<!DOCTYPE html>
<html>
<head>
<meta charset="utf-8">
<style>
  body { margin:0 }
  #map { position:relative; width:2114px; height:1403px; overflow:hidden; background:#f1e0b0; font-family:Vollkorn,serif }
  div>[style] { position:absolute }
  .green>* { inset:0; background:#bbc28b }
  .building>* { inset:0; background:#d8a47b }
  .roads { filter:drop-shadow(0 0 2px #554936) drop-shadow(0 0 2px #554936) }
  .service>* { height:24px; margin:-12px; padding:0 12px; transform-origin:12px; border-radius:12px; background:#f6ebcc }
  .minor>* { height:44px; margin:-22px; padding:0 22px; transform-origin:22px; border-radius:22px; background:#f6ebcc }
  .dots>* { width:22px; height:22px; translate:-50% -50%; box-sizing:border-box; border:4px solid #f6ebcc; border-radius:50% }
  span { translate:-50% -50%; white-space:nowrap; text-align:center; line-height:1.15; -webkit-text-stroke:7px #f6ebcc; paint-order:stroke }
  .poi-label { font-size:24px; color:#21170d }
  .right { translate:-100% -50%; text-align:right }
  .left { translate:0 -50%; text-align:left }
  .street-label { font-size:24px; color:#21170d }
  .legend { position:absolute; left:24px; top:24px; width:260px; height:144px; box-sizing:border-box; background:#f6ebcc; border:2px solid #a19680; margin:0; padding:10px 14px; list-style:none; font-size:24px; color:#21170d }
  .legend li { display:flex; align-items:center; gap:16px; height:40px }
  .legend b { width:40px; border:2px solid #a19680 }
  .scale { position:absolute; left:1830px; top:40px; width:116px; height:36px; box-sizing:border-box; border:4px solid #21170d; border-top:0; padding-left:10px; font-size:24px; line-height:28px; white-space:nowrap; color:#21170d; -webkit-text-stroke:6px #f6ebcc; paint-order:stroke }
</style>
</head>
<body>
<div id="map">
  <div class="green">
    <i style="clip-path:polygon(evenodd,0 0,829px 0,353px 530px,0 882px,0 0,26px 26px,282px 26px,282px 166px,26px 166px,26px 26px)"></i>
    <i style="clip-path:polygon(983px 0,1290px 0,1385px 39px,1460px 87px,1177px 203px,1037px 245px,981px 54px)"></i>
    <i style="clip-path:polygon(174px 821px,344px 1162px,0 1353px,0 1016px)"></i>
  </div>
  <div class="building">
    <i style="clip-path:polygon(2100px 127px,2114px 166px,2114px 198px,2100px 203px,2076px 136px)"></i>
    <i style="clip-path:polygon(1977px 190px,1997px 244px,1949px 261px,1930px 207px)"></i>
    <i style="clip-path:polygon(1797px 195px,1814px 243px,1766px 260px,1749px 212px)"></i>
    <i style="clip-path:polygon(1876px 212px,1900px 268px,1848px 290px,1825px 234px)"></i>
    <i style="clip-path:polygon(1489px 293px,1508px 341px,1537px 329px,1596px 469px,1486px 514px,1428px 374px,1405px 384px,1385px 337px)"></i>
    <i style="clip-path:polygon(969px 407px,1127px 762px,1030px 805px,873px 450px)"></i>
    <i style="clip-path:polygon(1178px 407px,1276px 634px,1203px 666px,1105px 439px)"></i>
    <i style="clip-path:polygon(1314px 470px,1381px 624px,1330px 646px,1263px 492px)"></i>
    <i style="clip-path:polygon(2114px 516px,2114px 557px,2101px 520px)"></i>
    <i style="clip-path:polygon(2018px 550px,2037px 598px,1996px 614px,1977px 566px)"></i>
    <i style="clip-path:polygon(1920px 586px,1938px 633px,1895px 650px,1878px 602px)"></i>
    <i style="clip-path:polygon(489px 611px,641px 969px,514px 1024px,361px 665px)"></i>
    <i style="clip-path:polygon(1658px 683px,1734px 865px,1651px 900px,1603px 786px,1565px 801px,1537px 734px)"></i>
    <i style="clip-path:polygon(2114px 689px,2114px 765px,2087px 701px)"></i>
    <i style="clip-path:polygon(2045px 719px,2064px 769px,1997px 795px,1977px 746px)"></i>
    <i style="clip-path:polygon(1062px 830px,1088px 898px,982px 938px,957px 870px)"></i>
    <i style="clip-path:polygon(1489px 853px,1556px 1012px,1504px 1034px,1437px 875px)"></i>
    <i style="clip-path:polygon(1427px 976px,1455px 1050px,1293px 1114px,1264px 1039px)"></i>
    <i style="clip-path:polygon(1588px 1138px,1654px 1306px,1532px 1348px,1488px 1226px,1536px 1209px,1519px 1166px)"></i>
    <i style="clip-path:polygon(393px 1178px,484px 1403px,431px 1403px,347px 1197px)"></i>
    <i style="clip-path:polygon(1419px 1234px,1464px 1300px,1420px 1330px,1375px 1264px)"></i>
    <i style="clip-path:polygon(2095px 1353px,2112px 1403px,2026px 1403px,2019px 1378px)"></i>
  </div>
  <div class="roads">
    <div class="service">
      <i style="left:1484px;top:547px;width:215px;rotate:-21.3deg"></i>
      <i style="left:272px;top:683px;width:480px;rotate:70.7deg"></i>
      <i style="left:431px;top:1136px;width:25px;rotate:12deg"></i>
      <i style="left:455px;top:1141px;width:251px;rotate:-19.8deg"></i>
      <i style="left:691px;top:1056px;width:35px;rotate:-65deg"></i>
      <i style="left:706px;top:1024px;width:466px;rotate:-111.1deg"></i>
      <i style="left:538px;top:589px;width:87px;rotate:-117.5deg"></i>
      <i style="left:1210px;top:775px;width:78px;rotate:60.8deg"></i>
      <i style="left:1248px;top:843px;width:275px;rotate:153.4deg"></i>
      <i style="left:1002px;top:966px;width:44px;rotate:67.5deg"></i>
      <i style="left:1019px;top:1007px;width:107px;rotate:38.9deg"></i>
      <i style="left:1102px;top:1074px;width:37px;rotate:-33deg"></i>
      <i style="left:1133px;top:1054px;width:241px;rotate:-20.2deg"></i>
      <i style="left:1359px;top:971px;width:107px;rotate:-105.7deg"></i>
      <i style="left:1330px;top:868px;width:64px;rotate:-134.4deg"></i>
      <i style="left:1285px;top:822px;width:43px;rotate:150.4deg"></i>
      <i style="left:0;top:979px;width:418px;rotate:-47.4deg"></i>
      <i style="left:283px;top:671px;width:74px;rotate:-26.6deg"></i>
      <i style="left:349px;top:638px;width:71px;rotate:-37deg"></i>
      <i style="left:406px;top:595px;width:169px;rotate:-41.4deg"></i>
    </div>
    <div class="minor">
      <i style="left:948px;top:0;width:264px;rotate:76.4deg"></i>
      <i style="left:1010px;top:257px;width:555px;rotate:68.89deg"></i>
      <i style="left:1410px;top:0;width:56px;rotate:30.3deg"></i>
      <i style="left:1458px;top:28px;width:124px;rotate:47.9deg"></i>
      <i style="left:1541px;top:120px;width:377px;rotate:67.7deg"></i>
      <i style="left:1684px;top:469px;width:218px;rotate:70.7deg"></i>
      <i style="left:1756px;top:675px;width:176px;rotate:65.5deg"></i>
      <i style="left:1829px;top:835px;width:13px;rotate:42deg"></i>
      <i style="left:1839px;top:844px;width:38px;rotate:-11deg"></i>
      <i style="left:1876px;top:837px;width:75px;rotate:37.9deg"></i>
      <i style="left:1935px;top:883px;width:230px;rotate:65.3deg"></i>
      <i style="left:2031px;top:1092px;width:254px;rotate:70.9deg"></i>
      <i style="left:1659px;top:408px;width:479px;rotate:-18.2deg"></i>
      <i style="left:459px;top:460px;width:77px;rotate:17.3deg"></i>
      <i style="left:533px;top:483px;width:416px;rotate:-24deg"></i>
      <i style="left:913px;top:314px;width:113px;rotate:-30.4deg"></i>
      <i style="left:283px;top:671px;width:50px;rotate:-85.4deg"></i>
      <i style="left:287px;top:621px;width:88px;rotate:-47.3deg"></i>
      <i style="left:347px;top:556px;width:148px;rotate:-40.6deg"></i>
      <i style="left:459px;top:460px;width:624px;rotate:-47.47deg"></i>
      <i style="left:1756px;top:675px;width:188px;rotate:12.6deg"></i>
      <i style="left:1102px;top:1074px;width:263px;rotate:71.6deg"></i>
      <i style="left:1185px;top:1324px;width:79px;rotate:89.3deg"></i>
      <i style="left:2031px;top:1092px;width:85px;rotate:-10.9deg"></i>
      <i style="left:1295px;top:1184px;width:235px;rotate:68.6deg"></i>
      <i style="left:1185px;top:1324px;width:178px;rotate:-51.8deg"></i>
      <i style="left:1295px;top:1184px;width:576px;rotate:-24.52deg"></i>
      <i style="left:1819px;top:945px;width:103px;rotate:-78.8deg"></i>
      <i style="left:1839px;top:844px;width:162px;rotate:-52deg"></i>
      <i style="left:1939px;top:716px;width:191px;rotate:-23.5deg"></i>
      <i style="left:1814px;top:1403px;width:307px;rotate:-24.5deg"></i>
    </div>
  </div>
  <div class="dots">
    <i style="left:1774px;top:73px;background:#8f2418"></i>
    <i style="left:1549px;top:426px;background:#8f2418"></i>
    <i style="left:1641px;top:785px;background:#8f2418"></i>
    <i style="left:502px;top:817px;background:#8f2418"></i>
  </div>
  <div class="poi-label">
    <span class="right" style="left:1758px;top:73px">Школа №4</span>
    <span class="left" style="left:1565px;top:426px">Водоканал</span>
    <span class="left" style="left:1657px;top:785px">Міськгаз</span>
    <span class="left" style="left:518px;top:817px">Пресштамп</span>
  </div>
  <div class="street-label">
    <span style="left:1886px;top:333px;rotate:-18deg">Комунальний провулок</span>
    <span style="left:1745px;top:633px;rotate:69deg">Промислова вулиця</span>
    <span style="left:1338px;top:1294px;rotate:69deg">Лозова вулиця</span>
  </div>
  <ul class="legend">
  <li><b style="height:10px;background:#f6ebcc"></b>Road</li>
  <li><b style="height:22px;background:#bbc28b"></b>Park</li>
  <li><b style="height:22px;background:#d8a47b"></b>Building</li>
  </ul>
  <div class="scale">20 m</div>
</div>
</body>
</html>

***

### Task instructions
Each line of the listing that includes the word "service" should be copied out.

### Problem solution
  .service>* { height:24px; margin:-12px; padding:0 12px; transform-origin:12px; border-radius:12px; background:#f6ebcc }
    <div class="service">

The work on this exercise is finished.